To noc, w której decydują się na zakończenie związku i czują się zdruzgotani i przytłoczeni miłością, która ich łączyła, a o której wiedzą, że jest niemożliwa. To noc spotkań, nieporozumień, wspomnień „straszliwego piekła”, które przeżyli, tysięcy wyrzutów, jego zazdrości, jej niezależności, a także odkryć i sekretów, o których nie wiedzieli. „To, po co przyszli, już nie jest aktualne, dzieją się ważniejsze rzeczy. Myślą, że zbliża się koniec ich związku, lecz zdają sobie sprawę, że wciąż łączy ich czerwona nić. Poza tym wydarzyły się inne rzeczy, o których oboje nie mówili, a teraz się pojawiają. „To noc ponownego odkrycia relacji, ponownego odkrycia drugiej osoby, a także siebie samych, ponownego odkrycia pragnienia, które wciąż żyje” – wyjaśnia Grandinetti, dla którego para przybyła tej nocy nie odbywszy wcześniej stosownego okresu żałoby.
„Być może tak” – mówi Ana Duato o swojej postaci, kobiecie o ogromnej sile, ale jednocześnie dużej wrażliwości. „Jest kobietą pełną sprzeczności.
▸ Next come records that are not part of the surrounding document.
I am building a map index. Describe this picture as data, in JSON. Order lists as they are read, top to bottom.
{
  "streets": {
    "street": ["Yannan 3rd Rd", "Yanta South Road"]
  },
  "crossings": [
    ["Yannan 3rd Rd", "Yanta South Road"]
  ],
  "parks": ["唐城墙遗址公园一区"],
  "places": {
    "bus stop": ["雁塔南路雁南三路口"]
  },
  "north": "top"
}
Odczuwa nostalgię za posiadaniem domu, mężczyzny u boku i potrzeby niezależności. Porusza się w tych dwóch wodach. Jest to bardzo współczesna postać, która porusza wiele kwestii dotyczących współczesnej kobiety. Lubię interpretować to za pomocą sprzeczności. Prawda jest taka, że nie da się z nią nudzić, ma wzloty i upadki. Dla niej jasne jest, że wiele się o sobie dowiedziała, odkryła siebie na nowo i odbudowała, wie, kim chce być i jak chce żyć. Potwierdza swoją decyzję, aby nie przechodzić przez to piekło ponownie, aby zdystansować się od toksycznej miłości, chociaż tęskni za czymś z tamtych lat – dodaje Ana Duato.
To nieprzespana noc, w czasie której dwoje bohaterów pozostaje uwięzionych w miłości, która ich połączyła. Czy to początek czy koniec związku? Nadchodzi ten dzień. Wszystko się skończyło, ale wszystko może się zacząć.